In today’s WORK, C. D. Wright isn’t talking about (just) poetry or even (just) words, but our presence in—and our part as maker of—the world. RIP.

WORK

“I believe in a hardheaded art, an unremitting, unrepentant practice of one’s own faith in the word in one’s own obstinate terms. I believe the word was made good from the start; it remains so to this second. I believe words are golden as goodness is golden. Even the humble word brush gives off a scratch of light. There is not much poetry from which I feel barred, whether it is arcane or open in the extreme. I attempt to run the gamut because I am pulled by the extremes.
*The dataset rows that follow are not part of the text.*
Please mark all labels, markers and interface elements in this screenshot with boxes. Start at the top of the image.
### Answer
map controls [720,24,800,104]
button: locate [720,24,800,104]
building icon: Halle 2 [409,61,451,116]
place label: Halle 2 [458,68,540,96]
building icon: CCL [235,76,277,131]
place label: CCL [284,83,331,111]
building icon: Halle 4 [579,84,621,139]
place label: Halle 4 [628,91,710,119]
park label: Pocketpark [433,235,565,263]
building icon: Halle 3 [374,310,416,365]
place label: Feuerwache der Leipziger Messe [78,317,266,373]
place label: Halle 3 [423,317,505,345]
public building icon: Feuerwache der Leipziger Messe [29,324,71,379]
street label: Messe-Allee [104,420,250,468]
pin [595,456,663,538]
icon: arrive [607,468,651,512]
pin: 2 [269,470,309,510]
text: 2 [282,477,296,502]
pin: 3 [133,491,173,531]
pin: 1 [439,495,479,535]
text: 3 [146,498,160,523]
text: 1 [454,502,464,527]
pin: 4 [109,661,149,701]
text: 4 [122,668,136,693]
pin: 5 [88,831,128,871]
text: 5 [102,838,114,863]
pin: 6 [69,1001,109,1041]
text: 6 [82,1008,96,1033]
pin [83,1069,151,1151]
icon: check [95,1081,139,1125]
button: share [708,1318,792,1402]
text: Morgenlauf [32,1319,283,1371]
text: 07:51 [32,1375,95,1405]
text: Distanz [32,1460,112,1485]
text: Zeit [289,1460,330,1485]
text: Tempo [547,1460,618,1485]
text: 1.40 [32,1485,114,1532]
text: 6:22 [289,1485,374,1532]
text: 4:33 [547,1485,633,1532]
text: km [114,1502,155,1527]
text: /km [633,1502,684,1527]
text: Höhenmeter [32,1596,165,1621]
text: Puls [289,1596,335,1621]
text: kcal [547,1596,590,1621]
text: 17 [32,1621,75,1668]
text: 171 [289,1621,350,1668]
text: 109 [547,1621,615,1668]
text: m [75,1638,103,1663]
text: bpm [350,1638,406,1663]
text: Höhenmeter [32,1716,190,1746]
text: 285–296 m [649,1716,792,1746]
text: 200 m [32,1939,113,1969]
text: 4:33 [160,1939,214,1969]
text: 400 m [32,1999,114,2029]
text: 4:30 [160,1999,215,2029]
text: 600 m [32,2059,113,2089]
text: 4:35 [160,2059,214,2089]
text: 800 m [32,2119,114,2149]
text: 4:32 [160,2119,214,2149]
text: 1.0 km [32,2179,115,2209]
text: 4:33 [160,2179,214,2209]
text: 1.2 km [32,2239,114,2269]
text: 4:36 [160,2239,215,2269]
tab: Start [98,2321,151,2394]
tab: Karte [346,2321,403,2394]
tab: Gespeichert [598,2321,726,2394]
I believe the word used wrongly distorts the world. I hold to hard distinctions of right and wrong. Also I think that antithetical poetries can and should coexist without crippling one another. They not only serve to define their other to a much more exacting degree than would be possible in the absence of the one or the other; they insure the persistence of heterogeneous (albeit discouragingly small) constituencies.”

—C. D. Wright
—from Cooling Time

WORD(S)

imbrue (embrue) /im-BROO/. verb. To stain or drench, particularly with blood. When speaking of a weapon, to thrust or plunge. From Old French embreuver (moisten, soak [in], dye, imbue).

“These barbarous wretches, who have imbrued their hands in so much innocent blood.” (Oliver Cromwell)

“A highly popular murder had been committed, and Mr. Wopsle was imbrued in blood to the eyebrows.” (Charles Dickens)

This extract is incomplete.